The applicant (K and G Mining Syndicate) and the first respondent (Ronald Mugangavari) had a long-running dispute over the same mining claim, which the applicant called Midway 21 and the first respondent called Cliffton 15. On 17 January 2018, the Provincial Mining Director - Midlands issued a prohibition order suspending operations on the disputed mining claim until the dispute was resolved by the courts. On 20 April 2021, the applicant filed HC 365/21 seeking a declaration of title over the mining claim and eviction of the first respondent. On 12 January 2022, the second respondent (Provincial Mining Director Gweru) issued a letter lifting the prohibition order and permitting the first respondent to resume mining operations. On 19 January 2022, the applicant launched this urgent application seeking to declare the letter null and void, set it aside, and interdict the first respondent from mining operations pending determination of HC 365/21.
The application was struck off the roll of urgent matters with no order as to costs.
An interim or provisional order in an urgent application must seek to protect a litigant pending the return date of that same application, not pending the determination of a separate matter before the courts.
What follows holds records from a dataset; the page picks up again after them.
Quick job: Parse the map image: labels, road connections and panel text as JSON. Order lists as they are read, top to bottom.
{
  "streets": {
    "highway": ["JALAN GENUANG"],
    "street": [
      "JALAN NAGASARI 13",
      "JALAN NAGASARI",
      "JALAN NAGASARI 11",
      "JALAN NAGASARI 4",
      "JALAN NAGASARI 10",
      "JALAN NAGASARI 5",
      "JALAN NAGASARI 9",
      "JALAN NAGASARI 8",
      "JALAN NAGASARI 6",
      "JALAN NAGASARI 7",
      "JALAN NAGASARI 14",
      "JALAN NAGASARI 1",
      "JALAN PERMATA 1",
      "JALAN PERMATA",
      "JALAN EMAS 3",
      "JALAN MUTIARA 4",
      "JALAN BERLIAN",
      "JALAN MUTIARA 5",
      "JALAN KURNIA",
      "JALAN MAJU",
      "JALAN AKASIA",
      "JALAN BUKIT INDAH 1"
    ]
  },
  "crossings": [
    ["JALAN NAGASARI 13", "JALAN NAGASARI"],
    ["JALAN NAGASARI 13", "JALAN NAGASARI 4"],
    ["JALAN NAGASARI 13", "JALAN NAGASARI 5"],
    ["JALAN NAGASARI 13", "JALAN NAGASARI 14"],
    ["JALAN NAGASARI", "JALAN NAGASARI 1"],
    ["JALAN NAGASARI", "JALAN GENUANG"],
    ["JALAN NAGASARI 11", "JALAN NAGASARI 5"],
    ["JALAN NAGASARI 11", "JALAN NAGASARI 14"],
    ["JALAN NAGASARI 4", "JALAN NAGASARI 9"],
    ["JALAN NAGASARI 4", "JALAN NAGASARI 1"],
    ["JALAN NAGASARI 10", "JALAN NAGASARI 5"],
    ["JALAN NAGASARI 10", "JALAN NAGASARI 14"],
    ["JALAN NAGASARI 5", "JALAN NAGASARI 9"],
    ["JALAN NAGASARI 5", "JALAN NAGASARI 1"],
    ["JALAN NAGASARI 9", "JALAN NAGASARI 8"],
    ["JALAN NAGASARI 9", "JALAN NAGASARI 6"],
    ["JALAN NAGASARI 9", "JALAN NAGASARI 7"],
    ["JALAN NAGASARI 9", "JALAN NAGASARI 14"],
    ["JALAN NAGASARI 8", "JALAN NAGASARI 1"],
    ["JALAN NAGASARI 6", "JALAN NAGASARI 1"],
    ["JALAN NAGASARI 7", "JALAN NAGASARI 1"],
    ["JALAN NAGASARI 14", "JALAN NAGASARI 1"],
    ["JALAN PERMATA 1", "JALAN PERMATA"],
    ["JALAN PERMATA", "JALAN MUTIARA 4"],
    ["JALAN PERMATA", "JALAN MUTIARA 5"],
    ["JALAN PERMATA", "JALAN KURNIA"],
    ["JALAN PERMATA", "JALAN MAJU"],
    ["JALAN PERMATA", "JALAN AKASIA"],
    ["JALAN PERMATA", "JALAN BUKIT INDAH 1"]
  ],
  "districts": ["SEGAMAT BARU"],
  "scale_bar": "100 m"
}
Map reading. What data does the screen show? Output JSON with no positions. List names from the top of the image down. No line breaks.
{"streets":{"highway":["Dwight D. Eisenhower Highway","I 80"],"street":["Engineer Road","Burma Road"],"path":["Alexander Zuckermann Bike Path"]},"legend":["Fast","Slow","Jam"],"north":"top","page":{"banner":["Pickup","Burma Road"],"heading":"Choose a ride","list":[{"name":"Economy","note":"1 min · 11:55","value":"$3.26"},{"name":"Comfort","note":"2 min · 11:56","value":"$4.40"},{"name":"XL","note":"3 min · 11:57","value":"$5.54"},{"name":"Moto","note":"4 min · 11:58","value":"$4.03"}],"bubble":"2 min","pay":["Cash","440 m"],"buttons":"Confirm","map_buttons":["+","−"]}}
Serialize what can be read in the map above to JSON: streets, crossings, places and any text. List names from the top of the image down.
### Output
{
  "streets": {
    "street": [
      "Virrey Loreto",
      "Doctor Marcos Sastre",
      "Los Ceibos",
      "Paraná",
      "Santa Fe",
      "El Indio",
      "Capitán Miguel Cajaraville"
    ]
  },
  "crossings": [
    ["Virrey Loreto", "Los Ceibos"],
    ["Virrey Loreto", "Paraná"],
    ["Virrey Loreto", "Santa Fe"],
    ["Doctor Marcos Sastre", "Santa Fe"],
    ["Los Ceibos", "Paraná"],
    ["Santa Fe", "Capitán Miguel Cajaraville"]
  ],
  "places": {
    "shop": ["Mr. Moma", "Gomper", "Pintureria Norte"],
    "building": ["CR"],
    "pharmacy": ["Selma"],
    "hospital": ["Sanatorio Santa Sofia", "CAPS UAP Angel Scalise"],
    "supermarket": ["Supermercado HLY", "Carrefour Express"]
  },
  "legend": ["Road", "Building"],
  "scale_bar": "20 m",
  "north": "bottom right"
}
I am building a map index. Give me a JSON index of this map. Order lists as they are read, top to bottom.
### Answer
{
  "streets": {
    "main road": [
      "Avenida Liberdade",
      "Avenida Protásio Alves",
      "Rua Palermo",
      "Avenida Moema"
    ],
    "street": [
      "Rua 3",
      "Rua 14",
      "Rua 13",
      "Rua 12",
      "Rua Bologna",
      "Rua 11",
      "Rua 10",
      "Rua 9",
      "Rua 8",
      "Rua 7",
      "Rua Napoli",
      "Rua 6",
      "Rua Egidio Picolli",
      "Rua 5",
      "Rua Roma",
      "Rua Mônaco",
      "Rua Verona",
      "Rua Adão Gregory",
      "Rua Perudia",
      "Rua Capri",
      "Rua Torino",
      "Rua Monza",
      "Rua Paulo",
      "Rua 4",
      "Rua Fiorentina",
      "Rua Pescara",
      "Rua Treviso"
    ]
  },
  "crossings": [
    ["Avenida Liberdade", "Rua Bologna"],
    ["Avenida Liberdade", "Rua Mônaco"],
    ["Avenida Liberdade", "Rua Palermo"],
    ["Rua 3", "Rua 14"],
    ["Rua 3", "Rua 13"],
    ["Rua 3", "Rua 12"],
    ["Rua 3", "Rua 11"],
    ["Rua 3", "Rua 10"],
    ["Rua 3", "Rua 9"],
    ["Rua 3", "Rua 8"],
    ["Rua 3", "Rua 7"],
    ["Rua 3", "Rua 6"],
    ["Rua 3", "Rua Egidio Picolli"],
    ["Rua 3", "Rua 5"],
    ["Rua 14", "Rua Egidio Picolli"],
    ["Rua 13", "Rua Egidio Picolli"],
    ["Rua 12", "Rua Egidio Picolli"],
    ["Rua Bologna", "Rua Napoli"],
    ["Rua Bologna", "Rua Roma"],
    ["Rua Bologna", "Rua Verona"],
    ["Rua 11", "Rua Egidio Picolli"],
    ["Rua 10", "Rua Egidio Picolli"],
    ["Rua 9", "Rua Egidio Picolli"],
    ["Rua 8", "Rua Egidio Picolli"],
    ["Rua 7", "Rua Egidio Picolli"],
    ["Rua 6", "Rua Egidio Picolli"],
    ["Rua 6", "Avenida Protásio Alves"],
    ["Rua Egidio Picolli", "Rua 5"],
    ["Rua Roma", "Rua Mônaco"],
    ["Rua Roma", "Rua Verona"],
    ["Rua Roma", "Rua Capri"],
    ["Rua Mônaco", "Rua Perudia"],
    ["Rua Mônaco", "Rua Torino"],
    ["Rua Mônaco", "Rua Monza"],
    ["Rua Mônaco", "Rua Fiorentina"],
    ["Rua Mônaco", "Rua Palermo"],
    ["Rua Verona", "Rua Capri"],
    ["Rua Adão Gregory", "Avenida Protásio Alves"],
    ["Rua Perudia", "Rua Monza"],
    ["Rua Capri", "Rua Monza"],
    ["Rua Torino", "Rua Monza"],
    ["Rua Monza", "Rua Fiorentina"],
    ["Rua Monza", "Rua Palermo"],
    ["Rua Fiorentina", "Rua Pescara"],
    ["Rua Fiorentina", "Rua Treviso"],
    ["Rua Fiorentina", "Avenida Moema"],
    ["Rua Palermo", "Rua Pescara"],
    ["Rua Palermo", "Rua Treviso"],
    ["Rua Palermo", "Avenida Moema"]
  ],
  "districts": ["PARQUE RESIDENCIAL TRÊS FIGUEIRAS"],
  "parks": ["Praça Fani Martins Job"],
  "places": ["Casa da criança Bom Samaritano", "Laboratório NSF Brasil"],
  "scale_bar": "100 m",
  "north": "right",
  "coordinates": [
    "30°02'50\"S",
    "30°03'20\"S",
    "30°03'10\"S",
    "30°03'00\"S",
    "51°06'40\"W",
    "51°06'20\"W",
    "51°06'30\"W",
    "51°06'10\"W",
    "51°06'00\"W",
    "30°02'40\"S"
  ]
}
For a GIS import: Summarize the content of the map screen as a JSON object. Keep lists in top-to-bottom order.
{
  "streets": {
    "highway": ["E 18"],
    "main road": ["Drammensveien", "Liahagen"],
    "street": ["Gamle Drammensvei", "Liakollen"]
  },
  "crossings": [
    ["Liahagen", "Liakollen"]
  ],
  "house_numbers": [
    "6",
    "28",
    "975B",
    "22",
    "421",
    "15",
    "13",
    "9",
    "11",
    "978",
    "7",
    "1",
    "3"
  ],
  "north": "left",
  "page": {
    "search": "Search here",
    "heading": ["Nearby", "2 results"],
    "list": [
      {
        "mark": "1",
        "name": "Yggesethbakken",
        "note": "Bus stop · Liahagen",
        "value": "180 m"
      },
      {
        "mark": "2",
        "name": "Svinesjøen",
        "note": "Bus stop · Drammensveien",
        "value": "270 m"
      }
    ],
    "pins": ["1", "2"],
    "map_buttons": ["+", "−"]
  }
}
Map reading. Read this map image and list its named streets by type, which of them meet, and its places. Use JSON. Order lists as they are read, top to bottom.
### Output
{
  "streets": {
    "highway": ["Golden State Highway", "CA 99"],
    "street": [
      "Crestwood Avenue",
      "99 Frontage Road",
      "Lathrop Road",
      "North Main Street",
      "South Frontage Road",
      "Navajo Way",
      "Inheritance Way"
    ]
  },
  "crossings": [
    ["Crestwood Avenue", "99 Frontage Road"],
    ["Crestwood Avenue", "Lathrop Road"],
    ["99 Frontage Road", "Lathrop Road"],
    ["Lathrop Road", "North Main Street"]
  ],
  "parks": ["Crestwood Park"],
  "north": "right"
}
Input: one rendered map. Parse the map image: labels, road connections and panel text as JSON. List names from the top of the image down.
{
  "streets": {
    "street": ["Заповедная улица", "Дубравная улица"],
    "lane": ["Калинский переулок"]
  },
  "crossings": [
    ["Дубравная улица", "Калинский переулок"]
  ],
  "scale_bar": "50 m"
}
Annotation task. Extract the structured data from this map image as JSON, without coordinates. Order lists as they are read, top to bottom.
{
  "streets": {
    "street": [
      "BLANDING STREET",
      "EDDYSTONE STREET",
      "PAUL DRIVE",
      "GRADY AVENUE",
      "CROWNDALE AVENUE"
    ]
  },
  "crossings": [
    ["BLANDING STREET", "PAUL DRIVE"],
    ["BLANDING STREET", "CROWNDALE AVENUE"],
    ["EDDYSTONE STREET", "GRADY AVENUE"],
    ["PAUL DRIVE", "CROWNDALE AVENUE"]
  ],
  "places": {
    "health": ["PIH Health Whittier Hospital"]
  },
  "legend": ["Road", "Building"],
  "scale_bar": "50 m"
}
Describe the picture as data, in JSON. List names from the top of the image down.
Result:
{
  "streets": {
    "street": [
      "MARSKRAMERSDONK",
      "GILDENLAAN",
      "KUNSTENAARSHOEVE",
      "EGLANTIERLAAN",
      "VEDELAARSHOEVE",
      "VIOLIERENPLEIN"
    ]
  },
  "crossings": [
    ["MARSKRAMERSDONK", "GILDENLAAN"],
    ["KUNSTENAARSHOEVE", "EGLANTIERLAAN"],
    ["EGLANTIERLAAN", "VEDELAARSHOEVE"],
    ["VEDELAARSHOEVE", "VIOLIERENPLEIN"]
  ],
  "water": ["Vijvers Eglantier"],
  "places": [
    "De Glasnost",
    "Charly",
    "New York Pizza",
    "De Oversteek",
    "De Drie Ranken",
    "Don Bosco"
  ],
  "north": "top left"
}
A provisional order that seeks relief pending the conclusion of a separate case is in substance a final order and is incompetent and a nullity at law. A nullity cannot be amended. It is not for the court to 'panel beat' an incompetent draft order; rather, the proper course is to strike out the application. Where an application is struck out on grounds raised by the court mero motu rather than by the parties, no costs order should ordinarily be made in favour of the respondents.
The court observed that the respondents had raised several points in limine (lack of urgency, citation of wrong party, and material non-disclosure) but found it unnecessary to determine these given the fundamental incompetence of the relief sought. The court noted its practice of hearing both points in limine and merits together to avoid piecemeal treatment, while retaining the discretion to dispose of the matter solely on the points in limine. The court also referenced the general principle that costs follow the cause but noted that this principle must yield to the achievement of fairness and justice between the parties in the exercise of the court's discretion.
This case is significant in Zimbabwean civil procedure law for clarifying the distinction between interim and final relief in urgent applications. It establishes that a provisional order must seek to protect a litigant pending the return date of the same application, not pending the determination of a separate matter. The case reinforces the principle that courts will not countenance attempts to obtain final relief disguised as interim relief, and that such incompetent relief constitutes a nullity that cannot be cured by amendment. The judgment also provides guidance on the exercise of judicial discretion on costs when the court raises the decisive issue mero motu rather than the parties.